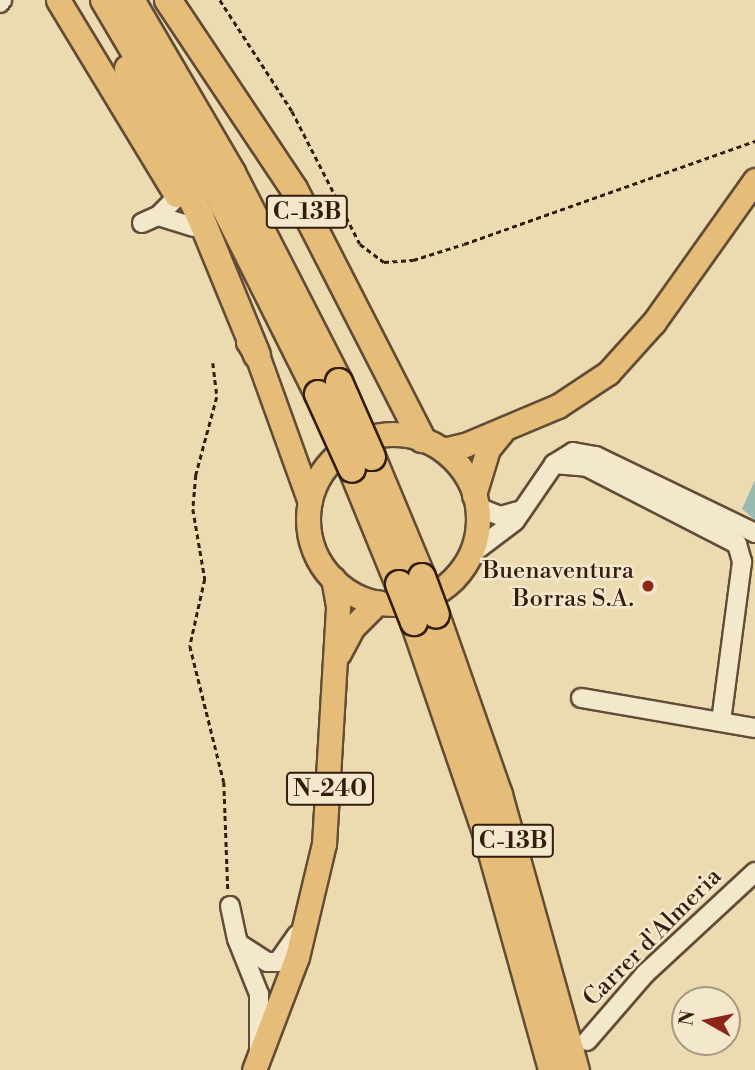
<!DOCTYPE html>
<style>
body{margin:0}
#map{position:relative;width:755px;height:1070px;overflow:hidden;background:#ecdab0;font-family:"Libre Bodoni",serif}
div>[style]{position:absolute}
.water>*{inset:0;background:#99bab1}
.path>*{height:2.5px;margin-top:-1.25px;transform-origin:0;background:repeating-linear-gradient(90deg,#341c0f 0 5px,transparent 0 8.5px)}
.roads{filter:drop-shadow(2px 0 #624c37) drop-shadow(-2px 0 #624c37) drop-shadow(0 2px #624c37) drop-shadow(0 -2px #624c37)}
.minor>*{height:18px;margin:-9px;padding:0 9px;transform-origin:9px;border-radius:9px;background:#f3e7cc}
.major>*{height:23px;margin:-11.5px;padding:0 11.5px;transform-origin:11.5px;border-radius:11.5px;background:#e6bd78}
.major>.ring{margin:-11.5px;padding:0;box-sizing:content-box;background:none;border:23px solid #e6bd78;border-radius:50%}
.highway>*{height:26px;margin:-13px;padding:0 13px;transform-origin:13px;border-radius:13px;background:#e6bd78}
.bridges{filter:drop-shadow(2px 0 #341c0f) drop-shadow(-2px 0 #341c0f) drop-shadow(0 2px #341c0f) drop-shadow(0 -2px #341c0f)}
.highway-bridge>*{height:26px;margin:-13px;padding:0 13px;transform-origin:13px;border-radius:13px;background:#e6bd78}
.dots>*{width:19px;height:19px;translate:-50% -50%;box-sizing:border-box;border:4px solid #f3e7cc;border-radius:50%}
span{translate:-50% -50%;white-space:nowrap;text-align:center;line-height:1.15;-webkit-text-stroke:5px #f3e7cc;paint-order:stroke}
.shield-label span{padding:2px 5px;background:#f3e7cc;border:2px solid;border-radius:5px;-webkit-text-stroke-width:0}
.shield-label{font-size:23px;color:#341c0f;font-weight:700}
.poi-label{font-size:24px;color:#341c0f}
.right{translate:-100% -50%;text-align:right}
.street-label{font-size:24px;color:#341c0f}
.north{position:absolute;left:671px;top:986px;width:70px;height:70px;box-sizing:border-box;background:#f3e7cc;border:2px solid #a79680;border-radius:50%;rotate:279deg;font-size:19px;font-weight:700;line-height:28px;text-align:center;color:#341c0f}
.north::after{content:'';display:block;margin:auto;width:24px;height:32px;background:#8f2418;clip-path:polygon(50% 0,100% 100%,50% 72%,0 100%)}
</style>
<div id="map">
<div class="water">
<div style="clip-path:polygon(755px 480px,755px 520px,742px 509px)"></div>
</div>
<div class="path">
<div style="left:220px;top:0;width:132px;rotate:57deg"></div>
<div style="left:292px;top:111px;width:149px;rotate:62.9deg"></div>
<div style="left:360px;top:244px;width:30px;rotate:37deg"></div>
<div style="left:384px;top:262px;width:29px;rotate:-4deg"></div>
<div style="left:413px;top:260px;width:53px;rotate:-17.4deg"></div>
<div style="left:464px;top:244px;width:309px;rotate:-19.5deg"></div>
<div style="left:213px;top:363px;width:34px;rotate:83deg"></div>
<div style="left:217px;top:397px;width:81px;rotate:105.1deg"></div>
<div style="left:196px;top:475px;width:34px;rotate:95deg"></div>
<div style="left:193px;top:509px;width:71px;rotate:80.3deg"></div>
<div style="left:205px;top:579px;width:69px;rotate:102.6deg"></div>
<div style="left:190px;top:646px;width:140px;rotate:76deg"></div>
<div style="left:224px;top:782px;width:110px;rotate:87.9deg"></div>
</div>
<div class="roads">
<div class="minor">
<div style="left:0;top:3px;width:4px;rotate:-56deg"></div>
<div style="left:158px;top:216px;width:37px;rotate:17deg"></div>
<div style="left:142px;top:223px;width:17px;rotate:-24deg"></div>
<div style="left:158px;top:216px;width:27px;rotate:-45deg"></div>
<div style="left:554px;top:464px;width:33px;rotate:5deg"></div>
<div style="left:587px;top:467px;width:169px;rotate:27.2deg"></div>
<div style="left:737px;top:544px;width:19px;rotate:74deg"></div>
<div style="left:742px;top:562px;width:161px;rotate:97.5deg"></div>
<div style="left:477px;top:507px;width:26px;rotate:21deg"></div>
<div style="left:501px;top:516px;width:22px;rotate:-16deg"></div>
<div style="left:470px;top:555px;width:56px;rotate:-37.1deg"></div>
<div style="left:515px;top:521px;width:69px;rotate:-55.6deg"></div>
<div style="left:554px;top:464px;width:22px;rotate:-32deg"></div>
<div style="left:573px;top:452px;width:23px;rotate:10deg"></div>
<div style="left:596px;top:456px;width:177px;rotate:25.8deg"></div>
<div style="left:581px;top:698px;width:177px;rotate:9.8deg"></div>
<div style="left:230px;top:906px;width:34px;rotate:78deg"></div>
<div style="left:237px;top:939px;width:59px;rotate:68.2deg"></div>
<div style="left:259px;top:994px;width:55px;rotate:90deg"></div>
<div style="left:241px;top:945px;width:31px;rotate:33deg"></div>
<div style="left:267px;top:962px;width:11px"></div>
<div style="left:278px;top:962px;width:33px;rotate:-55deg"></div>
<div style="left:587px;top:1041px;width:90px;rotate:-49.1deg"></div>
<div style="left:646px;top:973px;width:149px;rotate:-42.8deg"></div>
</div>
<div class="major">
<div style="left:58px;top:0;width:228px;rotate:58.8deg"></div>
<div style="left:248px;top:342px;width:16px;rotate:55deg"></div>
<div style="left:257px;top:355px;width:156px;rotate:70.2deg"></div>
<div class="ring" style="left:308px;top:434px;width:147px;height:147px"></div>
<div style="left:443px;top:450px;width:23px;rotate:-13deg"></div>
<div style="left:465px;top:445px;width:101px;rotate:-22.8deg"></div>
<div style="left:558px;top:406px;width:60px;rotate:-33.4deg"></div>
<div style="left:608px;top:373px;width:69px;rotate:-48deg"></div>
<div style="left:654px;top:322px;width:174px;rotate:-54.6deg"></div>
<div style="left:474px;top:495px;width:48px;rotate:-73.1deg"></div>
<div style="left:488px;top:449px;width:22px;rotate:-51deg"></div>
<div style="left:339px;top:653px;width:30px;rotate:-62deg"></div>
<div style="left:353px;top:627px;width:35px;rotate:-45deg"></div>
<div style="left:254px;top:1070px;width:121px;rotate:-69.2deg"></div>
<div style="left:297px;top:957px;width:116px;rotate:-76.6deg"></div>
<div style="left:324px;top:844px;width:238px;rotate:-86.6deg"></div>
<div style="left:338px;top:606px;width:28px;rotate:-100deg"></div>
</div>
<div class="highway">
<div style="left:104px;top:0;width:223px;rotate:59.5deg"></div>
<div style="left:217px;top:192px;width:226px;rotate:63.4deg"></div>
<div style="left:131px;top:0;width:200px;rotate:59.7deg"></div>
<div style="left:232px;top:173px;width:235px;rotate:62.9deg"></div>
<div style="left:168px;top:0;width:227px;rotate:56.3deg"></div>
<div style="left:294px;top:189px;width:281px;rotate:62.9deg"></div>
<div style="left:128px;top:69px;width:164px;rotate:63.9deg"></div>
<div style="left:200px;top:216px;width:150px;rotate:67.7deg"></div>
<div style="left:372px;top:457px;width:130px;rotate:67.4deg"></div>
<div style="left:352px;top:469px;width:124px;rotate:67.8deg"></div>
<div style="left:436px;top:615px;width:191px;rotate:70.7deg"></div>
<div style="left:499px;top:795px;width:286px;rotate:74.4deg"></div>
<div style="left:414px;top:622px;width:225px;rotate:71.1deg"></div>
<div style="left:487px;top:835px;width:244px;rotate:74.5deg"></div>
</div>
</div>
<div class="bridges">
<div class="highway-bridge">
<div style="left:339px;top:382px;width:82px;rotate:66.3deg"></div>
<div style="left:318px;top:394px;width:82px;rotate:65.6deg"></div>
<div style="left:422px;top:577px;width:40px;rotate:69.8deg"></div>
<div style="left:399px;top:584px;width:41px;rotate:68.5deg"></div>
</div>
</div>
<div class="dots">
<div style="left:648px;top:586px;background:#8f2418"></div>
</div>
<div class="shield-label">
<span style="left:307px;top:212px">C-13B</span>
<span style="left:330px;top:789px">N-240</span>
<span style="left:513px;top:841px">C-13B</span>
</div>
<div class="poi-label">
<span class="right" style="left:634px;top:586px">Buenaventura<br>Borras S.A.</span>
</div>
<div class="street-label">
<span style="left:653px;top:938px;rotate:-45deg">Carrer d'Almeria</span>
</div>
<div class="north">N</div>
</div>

..............................

[Your goal]: Everything from the first line of the listing above through the line that contains "0 #624c37) drop-shadow(-2px" is to be restated word for word, minus the pictures.

[Completed exercise]:
<!DOCTYPE html>
<style>
body{margin:0}
#map{position:relative;width:755px;height:1070px;overflow:hidden;background:#ecdab0;font-family:"Libre Bodoni",serif}
div>[style]{position:absolute}
.water>*{inset:0;background:#99bab1}
.path>*{height:2.5px;margin-top:-1.25px;transform-origin:0;background:repeating-linear-gradient(90deg,#341c0f 0 5px,transparent 0 8.5px)}
.roads{filter:drop-shadow(2px 0 #624c37) drop-shadow(-2px 0 #624c37) drop-shadow(0 2px #624c37) drop-shadow(0 -2px #624c37)}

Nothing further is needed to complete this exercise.